Tranne forse i modi, le cerimonie, le danze.
Il gesto delle mani che proteggono il capo
è rimasto però lo stesso.

(Wislawa Szimborska)


Bye Bye nasce da quello che io considero un regalo, dalla richiesta del direttore della Biennale Teatro Antonio Latella di indagare sul tema della censura e su come questo possa, in qualche modo, riguardarmi.

Bye Bye è un ironico saluto a ciò che ognuno dovrebbe essere e a ciò che invece vorrebbe essere. Un commiato rivolto a tutto e a tutti: ciò che viene dopo è qualcosa ancora da scoprire e desiderare. Abbiamo ancora il coraggio di desiderare, dopo tutte le informazioni e le costrizioni che influenzano il nostro scegliere?

Bye Bye è un ricordo, un insieme di immagini, suoni e azioni.

Bye Bye è un punto di vista che permette di concretizzare il concetto - complesso - di censura nell’idea - semplice - dell’assenza che la censura causa, determinando l’impossibilità di continuare ad esprimersi. La censura diventa strumento di costruzione di buchi e vuoti nella nostra stessa esistenza.

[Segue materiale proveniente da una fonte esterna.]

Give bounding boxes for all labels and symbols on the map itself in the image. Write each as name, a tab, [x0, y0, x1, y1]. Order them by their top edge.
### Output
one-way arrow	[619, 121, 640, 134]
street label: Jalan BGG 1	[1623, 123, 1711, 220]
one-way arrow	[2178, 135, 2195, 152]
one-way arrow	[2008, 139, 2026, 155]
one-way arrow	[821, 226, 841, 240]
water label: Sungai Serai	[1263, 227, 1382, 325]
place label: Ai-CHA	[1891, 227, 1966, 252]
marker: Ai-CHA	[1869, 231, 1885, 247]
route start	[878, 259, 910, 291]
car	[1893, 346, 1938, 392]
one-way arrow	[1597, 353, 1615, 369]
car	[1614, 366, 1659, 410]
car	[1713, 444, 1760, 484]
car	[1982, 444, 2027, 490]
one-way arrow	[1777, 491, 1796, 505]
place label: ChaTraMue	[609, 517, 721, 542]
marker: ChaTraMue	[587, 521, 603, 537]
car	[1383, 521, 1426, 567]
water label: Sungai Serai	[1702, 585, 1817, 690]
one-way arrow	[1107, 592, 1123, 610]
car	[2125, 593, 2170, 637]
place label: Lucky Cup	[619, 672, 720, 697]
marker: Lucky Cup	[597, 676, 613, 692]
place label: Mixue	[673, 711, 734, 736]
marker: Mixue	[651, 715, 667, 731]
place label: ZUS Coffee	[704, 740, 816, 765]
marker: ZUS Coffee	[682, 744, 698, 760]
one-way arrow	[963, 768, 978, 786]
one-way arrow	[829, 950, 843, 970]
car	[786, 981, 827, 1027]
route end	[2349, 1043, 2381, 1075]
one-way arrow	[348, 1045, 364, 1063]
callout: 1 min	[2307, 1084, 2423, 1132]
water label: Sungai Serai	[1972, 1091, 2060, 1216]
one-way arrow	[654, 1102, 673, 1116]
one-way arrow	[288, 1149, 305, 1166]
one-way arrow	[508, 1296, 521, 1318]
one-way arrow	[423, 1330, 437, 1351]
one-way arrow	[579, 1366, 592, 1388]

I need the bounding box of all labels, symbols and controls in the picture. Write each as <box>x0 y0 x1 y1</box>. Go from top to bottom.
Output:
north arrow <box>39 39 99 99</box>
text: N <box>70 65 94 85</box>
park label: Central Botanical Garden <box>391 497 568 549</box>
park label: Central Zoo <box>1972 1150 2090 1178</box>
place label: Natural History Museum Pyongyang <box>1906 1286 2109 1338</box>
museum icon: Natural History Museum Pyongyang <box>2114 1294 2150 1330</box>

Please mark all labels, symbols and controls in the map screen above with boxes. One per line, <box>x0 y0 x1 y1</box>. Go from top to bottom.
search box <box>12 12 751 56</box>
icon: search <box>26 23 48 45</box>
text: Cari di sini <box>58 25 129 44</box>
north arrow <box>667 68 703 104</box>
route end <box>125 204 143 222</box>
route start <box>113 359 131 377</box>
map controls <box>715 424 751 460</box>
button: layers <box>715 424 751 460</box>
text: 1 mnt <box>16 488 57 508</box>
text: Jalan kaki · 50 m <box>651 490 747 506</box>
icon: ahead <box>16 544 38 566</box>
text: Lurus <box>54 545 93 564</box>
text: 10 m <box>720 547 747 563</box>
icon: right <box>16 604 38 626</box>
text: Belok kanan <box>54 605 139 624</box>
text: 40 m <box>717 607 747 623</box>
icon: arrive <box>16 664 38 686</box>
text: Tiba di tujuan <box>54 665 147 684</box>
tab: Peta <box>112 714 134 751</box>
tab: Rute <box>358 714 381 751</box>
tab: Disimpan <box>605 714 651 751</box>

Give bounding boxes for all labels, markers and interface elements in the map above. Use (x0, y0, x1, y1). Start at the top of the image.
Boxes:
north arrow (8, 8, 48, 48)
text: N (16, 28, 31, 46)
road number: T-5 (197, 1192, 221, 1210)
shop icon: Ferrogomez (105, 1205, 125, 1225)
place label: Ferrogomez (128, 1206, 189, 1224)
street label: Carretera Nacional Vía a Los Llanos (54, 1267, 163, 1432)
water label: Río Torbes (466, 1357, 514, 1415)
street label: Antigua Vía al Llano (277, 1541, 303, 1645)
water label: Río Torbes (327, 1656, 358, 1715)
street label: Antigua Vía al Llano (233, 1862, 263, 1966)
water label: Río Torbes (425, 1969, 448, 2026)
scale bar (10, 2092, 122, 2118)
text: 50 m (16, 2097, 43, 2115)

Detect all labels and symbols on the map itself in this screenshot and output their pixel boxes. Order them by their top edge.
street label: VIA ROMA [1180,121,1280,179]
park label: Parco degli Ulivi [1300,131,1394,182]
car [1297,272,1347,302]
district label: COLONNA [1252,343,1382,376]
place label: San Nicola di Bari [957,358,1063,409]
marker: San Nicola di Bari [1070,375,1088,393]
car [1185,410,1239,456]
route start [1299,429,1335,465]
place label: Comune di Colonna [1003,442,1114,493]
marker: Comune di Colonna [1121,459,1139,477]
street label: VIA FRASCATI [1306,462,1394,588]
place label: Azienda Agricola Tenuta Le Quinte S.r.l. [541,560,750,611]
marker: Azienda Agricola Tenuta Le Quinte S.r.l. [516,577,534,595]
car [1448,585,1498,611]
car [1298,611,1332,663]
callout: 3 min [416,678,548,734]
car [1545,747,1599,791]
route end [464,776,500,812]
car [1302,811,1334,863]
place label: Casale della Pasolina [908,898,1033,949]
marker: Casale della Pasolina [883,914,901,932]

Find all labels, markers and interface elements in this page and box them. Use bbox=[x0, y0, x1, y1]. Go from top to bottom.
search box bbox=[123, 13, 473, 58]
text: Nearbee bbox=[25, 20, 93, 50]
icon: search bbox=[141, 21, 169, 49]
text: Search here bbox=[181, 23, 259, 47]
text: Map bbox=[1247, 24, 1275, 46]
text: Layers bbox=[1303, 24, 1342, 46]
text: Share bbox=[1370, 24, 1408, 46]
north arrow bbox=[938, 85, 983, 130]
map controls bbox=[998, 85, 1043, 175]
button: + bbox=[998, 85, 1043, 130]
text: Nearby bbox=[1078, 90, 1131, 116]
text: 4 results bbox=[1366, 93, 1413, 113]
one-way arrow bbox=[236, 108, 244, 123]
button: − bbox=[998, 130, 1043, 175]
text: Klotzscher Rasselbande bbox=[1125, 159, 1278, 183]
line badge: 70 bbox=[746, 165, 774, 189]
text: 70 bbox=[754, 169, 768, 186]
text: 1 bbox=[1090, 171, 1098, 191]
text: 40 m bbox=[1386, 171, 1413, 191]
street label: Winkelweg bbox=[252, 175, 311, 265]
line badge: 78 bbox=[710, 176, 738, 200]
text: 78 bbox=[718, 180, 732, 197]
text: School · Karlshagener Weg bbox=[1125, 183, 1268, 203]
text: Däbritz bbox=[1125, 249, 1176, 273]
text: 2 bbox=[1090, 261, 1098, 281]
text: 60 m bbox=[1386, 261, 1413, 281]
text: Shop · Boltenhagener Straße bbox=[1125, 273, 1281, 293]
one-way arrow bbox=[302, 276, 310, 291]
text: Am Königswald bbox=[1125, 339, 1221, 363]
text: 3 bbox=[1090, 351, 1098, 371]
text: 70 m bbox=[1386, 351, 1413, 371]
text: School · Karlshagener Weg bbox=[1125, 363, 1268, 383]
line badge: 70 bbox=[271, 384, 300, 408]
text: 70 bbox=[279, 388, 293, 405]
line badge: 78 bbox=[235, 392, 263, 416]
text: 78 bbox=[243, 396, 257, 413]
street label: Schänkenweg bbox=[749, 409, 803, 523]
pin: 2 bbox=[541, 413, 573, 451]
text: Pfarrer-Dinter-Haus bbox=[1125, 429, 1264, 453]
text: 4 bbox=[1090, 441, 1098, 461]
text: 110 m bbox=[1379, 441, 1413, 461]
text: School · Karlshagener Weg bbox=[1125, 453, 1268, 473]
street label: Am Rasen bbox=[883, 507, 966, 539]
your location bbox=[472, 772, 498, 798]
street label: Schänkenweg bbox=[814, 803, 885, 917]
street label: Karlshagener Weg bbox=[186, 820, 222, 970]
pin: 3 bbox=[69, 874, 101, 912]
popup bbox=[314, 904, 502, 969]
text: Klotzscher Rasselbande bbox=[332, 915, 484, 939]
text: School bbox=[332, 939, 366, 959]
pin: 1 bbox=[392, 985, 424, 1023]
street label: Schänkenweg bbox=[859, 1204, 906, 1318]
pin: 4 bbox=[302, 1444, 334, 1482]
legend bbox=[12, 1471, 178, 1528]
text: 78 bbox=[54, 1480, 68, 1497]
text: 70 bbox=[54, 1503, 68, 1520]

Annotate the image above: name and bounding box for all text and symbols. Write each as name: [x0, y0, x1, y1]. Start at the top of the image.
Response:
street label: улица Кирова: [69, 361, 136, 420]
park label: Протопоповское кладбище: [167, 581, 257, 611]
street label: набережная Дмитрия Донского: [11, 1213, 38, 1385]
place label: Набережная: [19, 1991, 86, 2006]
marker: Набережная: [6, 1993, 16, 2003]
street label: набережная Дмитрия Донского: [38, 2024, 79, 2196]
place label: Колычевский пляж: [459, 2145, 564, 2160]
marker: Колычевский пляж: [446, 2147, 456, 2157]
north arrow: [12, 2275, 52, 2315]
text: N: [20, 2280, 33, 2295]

Bye Bye è un gioco in cui bisogna scoprire cosa manca. Un unico sistema coreografico che si trasforma a seconda della propria libertà. Nella nostra ricerca non abbiamo raccontato la censura mostrando gli strumenti dei censori e forse abbiamo a tratti anche rinunciato a raccontarla. Nella nostra indagine abbiamo semplicemente cercato di porre alcune domande a noi stessi e, metaforicamente, a tutti. Il lavoro nasce come una creazione collettiva in cui io e la drammaturga Linda Dalisi abbiamo semplicemente messo insieme i pezzi. Si tratta di frammenti che fotografano differenti possibilità, a cui viene però negata qualsiasi completezza, come accade a quei libri, film, spettacoli, quadri, idee, a cui la censura ha sottratto il diritto a essere compiuti. Dov’è la logica che spiega questa mutilazione? Da dove nasce questo terribile potere?

Bye Bye è un concerto in cui la musica la fanno i cinque performers Ornella Balestra, Filippo Porro, Andrea Rizzo, Valerie Tameu e Isacco Venturini che insieme all’intera squadra tecnica e artistica hanno messo a disposizione le loro storie e le loro azioni per un atto di scelta e ricordo.

Bye Bye è un omaggio a tutte le donne e a tutti gli uomini che il potere di turno ha nascosto ed eliminato, “bucando” le loro vite in nome di un’idea di “giustizia”. Un concerto per tutti noi che cerchiamo disperatamente di colmare i nostri buchi e di costruire. 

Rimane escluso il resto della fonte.